The Best Diet Choice to Lower or Prevent High Blood Pressure

High blood pressure, also called hypertension, often occurs after 55 years old, but young adults can also have episodes of elevated blood pressure. Doctors recommend these diet tips to keep the evolution under control.

High blood pressure is the stress suffered by your arteries. Over time, HB can inflict damages on arteries’ tissues, and further, it can evolve into dangerous heart issues. However, experts add that updating the meals on your menu may be a game-changer for the prevention and alleviation of abnormal blood pressure.

The dietary choices that we make directly impact the odds of getting blood pressure.

DASH Diet Lowers the Reading, Doctors Say

There is a diet that can hinder the condition or treat it, no matter how long you’ve had it. Many people don’t pay attention to their blood pressure reading, which can lead to cardiovascular problems.

The DASH diet consists of picking foods that are low in saturated fat, total fat, cholesterol, and have less sodium (salt), as well as having several servings of vegetables, fruits, and low-fat dairies. The highlighted dishes are made up of foods rich in calcium, magnesium and potassium, proteins, and fiber. Sugary beverages, red meats, poultry, fish, and nuts are not excluded, and can be consumed with a single condition. Read below.

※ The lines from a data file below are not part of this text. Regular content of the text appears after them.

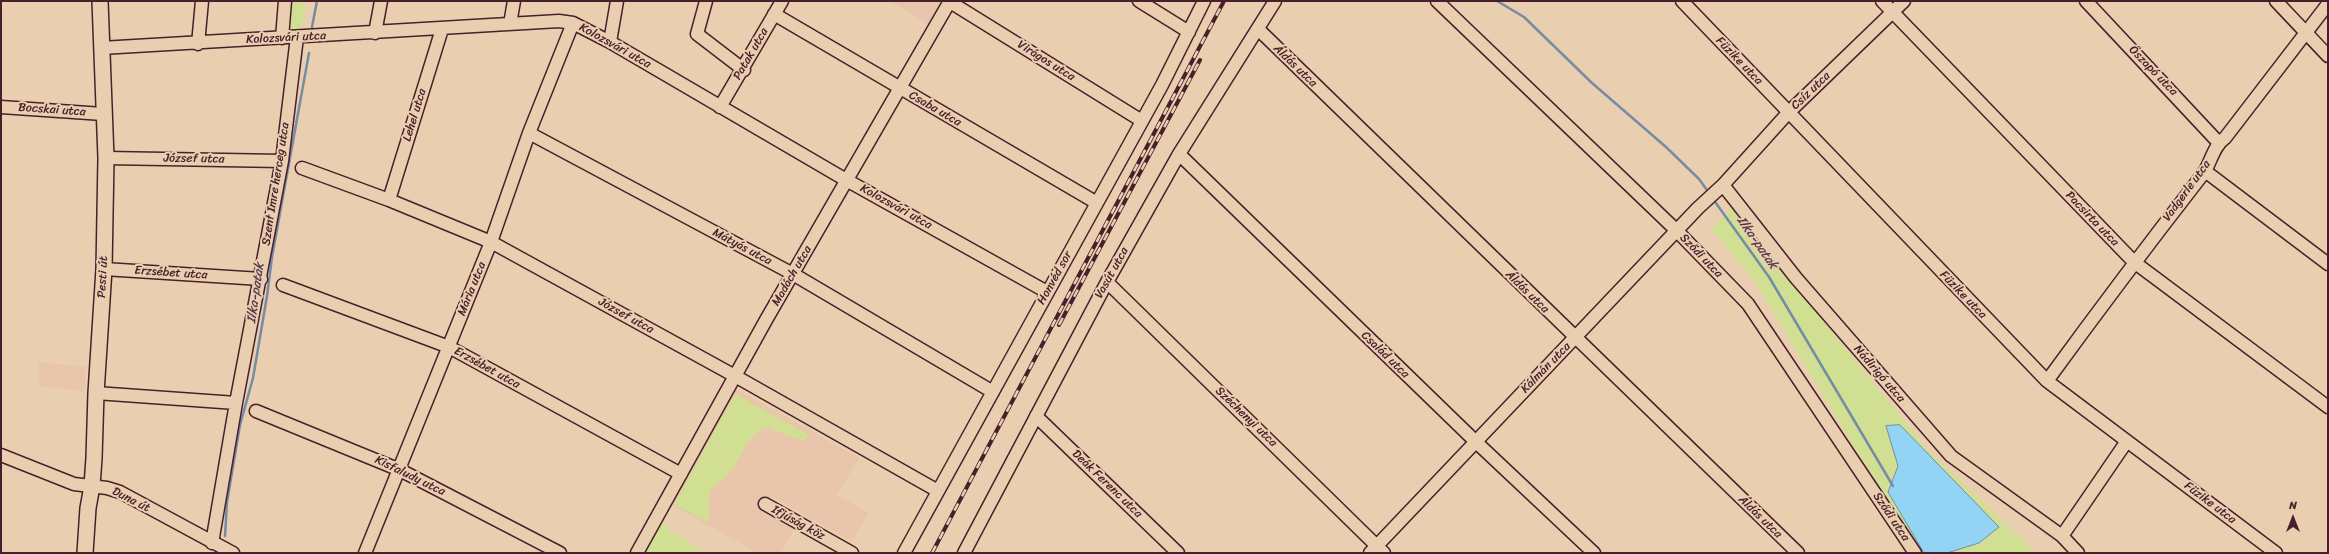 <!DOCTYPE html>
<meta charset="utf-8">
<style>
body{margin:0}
#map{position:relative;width:2329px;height:554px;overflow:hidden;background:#e9cfb0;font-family:Sriracha,sans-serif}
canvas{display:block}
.frame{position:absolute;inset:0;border:2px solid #4a1f2b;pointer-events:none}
.north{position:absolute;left:2273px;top:498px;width:40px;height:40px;-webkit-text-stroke:3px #e9cfb0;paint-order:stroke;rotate:0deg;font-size:11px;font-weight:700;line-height:16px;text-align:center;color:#4a1f2b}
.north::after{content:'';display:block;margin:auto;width:14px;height:18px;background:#4a1f2b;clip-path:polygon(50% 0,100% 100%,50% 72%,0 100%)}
</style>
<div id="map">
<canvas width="2329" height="554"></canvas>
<div class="frame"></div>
<div class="north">N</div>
</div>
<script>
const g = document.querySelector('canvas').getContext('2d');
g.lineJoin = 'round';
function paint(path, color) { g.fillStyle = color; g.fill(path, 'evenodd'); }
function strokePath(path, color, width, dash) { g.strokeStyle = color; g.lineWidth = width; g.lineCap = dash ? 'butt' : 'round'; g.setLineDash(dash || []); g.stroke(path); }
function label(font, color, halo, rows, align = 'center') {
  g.font = font + ' Sriracha,sans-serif'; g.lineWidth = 4; g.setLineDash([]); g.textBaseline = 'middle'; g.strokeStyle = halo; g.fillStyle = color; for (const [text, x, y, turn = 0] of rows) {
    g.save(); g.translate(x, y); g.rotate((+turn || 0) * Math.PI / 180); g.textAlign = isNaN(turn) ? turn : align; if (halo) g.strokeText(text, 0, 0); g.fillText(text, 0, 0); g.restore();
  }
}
paint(new Path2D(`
 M889 1H941L928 24Z
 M39 362 86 367 85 391 38 386Z
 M735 388 859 458 837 495 868 513 852 541 770 496 762 511 794 529 781 553H758L670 504Z`), '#e8c5ab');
paint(new Path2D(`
 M292 1H306L301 33 289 32Z
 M1731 207 1928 450 2036 553H1918L1754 280 1712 230Z
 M735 394 809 435 804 441 785 435 768 427C745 434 742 460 727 476 722 481 713 485 711 491 708 499 709 507 710 516L706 522 674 504Z
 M660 523H663L671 531 705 553H644Z`), '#d1df92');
const water = new Path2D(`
 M1900 425 1999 527 1979 543 1947 553H1924L1888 492 1898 466 1886 426Z`);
paint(water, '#93d4f5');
strokePath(water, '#768ca4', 1);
strokePath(new Path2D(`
 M1497 1 1524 17 1592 83 1666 147 1699 179 1709 193
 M312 27 317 1
 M1713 199 1769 277 1893 486
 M225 536 227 502 240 425 253 378 267 296 272 257 309 53`), '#768ca4', 2.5);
const minor = new Path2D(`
 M706 1 697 34 744 70
 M1139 1 1189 32
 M1437 1 1677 231 1748 304 1915 553
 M1682 1 2047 381 2276 553
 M1882 1 2134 262 2328 407
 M2086 1 2218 142
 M2276 1 2328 56
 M950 2 1142 121
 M774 14 1097 203
 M510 24 514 1
 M1258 29 1798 553
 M375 33 381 1
 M282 38 285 1
 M610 42 617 1
 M198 44 202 1
 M101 48 559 21 573 23 610 42 841 177 1047 292
 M1 107 103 114
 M720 107 782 1
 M529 133 793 274 993 392
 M1179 154 1475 441 1594 553
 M106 158 282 161
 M302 168 389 200 491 242 735 376 938 491
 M2205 171 2328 264
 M1723 185 1796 278 1951 456 2062 536 2078 553
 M389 200 442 29
 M104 269 261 279
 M1107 282 1384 553
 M283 285 449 347 681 474
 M2047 381C2098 311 2150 242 2203 174 2211 163 2213 146 2225 138L2328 4
 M96 393 236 403
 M256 411 400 470 560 553
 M1036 416 1178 553
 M1 455 74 484 107 488 120 492 233 553
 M765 504 852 553
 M2062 536 2127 441
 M212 543 236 403 282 161 297 37
 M365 553 491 242 529 133 573 23
 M637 553 766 320 950 1
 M904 553 1162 85 1204 1
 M964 553 1107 282 1179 154 1275 1
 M1370 553 1698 208 1723 185 1788 113 1904 1`);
const major = new Path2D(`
 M85 553 88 508 92 486 94 458 96 393 104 269 106 158 100 1`);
strokePath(minor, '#4a1f2b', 15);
strokePath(major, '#4a1f2b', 18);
strokePath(minor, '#e9cfb0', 12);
strokePath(major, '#e9cfb0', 15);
const rail = new Path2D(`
 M1059 325 1200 60
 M932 553 1224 1`);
strokePath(rail, '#4a1f2b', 4);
strokePath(rail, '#e9cfb0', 2.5, [8]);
label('12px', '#4a1f2b', '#e9cfb0', [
 ["Kolozsvári utca",286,38,-3],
 ["Kolozsvári utca",615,46,29],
 ["Patak utca",751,54,-60],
 ["Virágos utca",1046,61,32],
 ["Füzike utca",1739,61,46],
 ["Áldás utca",1295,66,44],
 ["Őszapó utca",2153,71,46],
 ["Csíz utca",1811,91,-44],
 ["Csaba utca",935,109,30],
 ["Bocskai utca",52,110,4],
 ["Lehel utca",415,115,-73],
 ["József utca",194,159,1],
 ["Szent Imre herceg utca",276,184,-81],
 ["Vadgerle utca",2187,191,-54],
 ["Kolozsvári utca",896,207,29],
 ["Pacsirta utca",2092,219,46],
 ["Mátyás utca",742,247,28],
 ["Sződi utca",1701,256,46],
 ["Erzsébet utca",171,273,4],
 ["Vasút utca",1112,273,-61],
 ["Madách utca",792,276,-60],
 ["Pesti út",103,277,-87],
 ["Honvéd sor",1055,278,-61],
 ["Mária utca",472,289,-68],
 ["Áldás utca",1527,292,44],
 ["Füzike utca",1963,295,46],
 ["József utca",626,316,29],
 ["Család utca",1385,355,44],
 ["Erzsébet utca",487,368,29],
 ["Kálmán utca",1546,368,-46],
 ["Nádirigó utca",1879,374,49],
 ["Széchenyi utca",1246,417,44],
 ["Kisfaludy utca",410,476,26],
 ["Deák Ferenc utca",1107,484,44],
 ["Duna út",131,500,27],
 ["Füzike utca",2210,503,37],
 ["Áldás utca",1760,517,44],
 ["Sződi utca",1891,517,56],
 ["Ifjúság köz",798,523,29]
]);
label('italic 13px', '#553a49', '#e9cfb0', [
 ["Ilka-patak",1757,243,55],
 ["Ilka-patak",256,293,-82]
]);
</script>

The rule of thumb is to pay close attention to food labels and maintain the sodium levels at a minimum ( 2.4 grams of sodium per day or less, which means 6 grams of table salt). Some foods naturally contain sodium. Still, statistics prove that processed foods, such as salty chips, frozen dinners, canned vegetables and soups, instant lunch meat, and ready-to-eat cereals, comprise most of the salt-sources for regular consumers. Making a habit of spotting salt in everything is the key.

Another piece of advice coming from experts is exercising to keep the heart and blood vessels in tip-top shape.

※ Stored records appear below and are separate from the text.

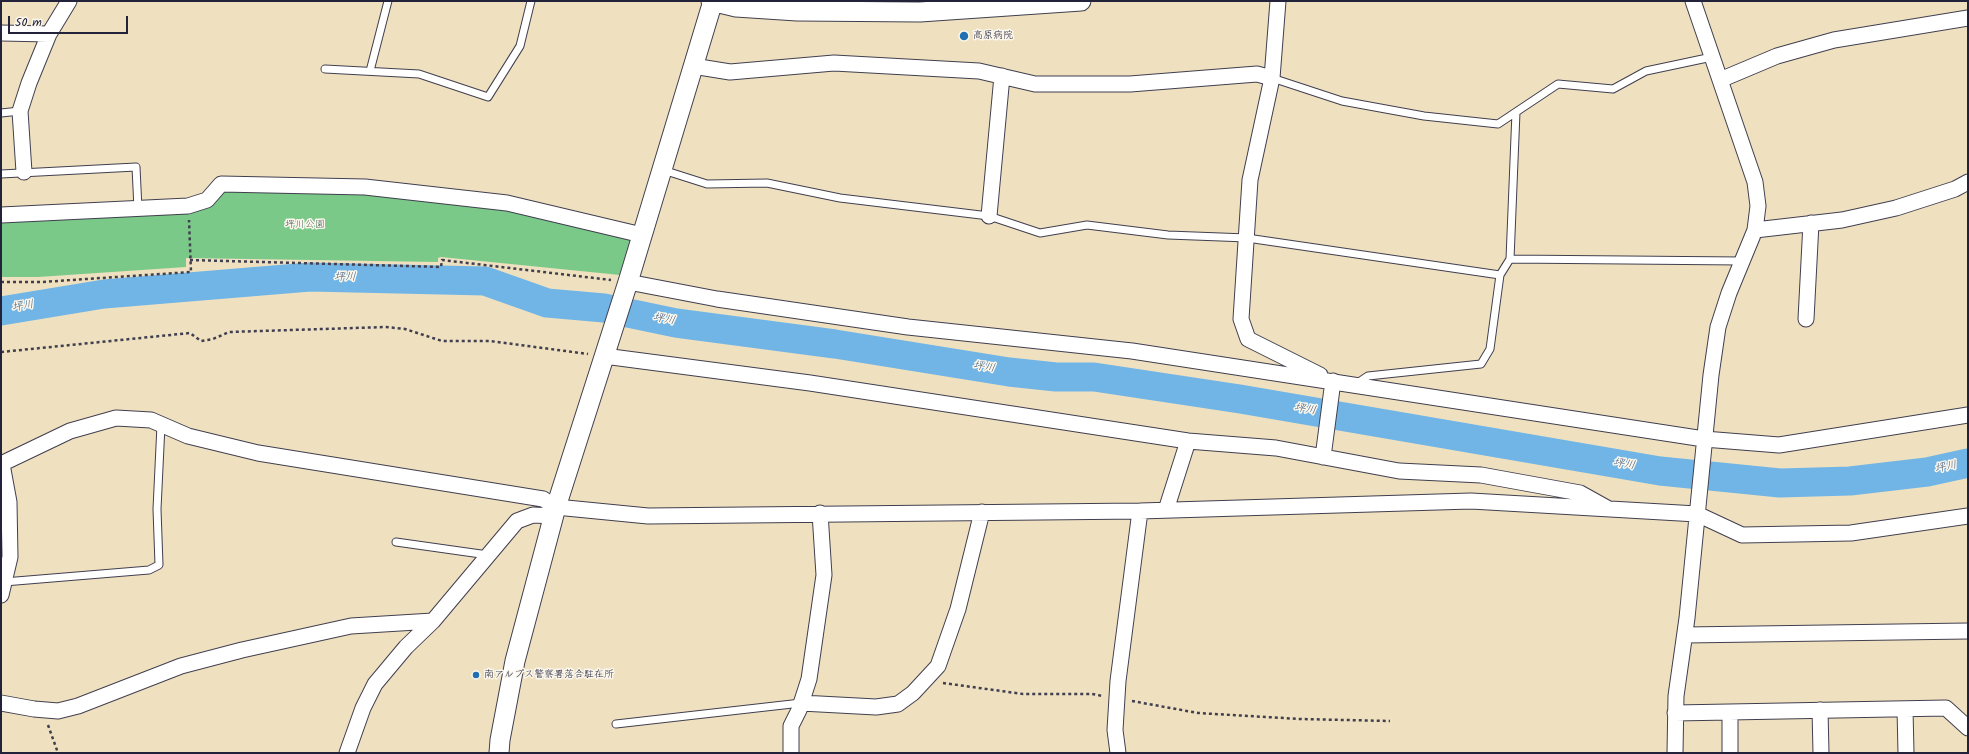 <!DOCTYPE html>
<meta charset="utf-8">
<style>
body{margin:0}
#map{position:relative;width:1969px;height:754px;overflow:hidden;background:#efe1c0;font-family:Kalam,sans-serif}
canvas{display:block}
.frame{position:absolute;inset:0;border:2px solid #22223b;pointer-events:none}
.scale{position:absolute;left:8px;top:16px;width:120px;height:18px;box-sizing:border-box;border:2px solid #22223b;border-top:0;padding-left:5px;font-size:12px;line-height:14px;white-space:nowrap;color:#22223b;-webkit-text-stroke:3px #fbf7ec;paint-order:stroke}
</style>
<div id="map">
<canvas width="1969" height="754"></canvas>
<div class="frame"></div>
<div class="scale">50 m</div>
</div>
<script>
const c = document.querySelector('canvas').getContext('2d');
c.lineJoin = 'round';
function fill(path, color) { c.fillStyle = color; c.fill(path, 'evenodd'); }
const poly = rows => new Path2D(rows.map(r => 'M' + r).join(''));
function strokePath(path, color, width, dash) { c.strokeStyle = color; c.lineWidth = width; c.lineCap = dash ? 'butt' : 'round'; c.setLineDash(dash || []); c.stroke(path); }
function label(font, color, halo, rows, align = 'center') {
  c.font = font + ' Kalam,"Klee One",sans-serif'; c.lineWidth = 3; c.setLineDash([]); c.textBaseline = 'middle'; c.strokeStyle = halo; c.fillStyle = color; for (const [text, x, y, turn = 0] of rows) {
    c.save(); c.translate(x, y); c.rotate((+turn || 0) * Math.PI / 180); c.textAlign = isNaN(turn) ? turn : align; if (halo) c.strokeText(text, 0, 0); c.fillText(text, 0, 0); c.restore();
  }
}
fill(poly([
 [226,189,364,191,506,206,632,236,620,275,441,257,438,258,438,262,186,258,186,267,38,277,1,277,1,218,165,210]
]), '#7ac989');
strokePath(poly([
 [1,311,104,294,310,277,485,281,547,303,604,308,676,323,835,344,1009,372,1056,377,1094,377,1240,399,1660,471,1780,483,1850,481,1927,472,1968,463]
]), '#70b5e6', 29);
const service = poly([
 [325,69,419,74,488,97,520,46,531,1],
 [370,71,388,1],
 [1272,78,1342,101,1424,116,1498,124,1558,84,1613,89,1646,71,1712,57],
 [1,113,20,111],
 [663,170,707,184,767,183,840,198,989,216,1040,233,1087,225,1168,235,1247,238,1500,275],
 [1,174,136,167,138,209],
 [1510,259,1742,261],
 [1356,384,1368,376,1481,364,1490,349,1500,275,1510,259,1516,112],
 [396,542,488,555],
 [4,582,149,570,159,565,157,509,161,425],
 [616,724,801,703]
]);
const minor = poly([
 [1278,1,1272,78,1250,180,1241,319,1248,339,1320,375],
 [1,33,49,34],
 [693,66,730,72,834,63,979,71,1035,84,1130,84,1257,74,1272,78],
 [1720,80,1777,56,1834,40,1968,18],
 [24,172,20,111,29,83,49,34,69,1],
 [1,215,188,206,207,200,221,184,365,187,507,203,642,235],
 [989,216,1002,76],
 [1755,230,1842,220,1896,208,1955,189,1968,182],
 [628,282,717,299,908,327,1132,351,1704,439,1779,445,1968,415],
 [1806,319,1811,223],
 [604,356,810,383,1188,441,1276,448,1399,471,1481,475,1580,493,1607,508],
 [1323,457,1333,381],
 [1,464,70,431,116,418,151,420,188,436,258,453,543,499,556,507,648,516,1140,511,1471,501,1697,514,1742,535,1851,533,1968,516],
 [1166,510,1188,441],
 [1,595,10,557,9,502,2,464],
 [1685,635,1968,631],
 [1,703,34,709,58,711,78,706,181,666,242,650,351,626,433,621],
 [801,703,876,707,898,704,913,693,938,666,958,609,982,512],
 [1905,709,1906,753],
 [1820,710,1821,753],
 [1730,712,1730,753],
 [1675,713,1946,708,1968,728],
 [347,753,363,708,375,684,406,647,433,621,517,521,533,515,554,516],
 [791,753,791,726,799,710,809,679,824,575,820,513],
 [1118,753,1115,730,1118,681,1140,511],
 [1675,753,1676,696,1687,618,1711,375,1718,327,1729,293,1755,230,1758,206,1755,182,1693,1]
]);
const tertiary = poly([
 [711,1,736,7,797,11,920,12,1081,1],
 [499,753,500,740,515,661,556,507,628,282,713,1]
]);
strokePath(service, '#413f4f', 9);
strokePath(minor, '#413f4f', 17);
strokePath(tertiary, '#413f4f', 21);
strokePath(poly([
 [190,260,441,267,442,260,611,280],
 [1,282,42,282,191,272,189,220],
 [1,352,190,333,201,341,213,339,229,332,386,327,405,329,442,341,490,341,588,354],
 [943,683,1023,694,1092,694,1103,696],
 [1132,701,1198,713,1300,719,1390,721],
 [48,725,58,753]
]), '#413f4f', 2.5, [3, 3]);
strokePath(service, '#fff', 7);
strokePath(minor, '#fff', 15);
strokePath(tertiary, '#fff', 19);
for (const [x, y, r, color] of [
 [964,36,5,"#1f6fb2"],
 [476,675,4,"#1f6fb2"]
]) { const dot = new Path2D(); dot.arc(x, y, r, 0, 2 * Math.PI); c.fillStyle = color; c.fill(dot); strokePath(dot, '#fbf7ec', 1.5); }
label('10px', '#22223b', '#fbf7ec', [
 ["高原病院",973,36],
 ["南アルプス警察署落合駐在所",484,675]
], 'left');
label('10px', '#415c56', '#fbf7ec', [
 ["坪川公園",305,225]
]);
label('italic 11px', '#3d5577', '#fbf7ec', [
 ["坪川",345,278,1],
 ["坪川",23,307,-9],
 ["坪川",664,320,11],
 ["坪川",984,368,9],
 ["坪川",1305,410,10],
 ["坪川",1624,465,10],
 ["坪川",1946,468,-12]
]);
</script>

Adults should do at least 150 minutes (2 hours and 30 minutes) of moderate-intensity aerobic activity, such as cycling or fast walking, every week.Physical activity can include anything from sport to walking and gardening.”

Consider cutting down drinks that boosts energy, as they will make your heart beat faster and blow up the blood pressure. If you are a fan, drink only a cup of coffee in the morning and limit other drinks, such as cola, green tea and energy drinks. If you are a smoker, I have bad news. This is also a trouble factors, not directly related to BP reading, but it counts for the health of the heart. If you are already an hyperthensive, smoking will gradually narrow the arteries imposing a major risk of stroke and heart attack.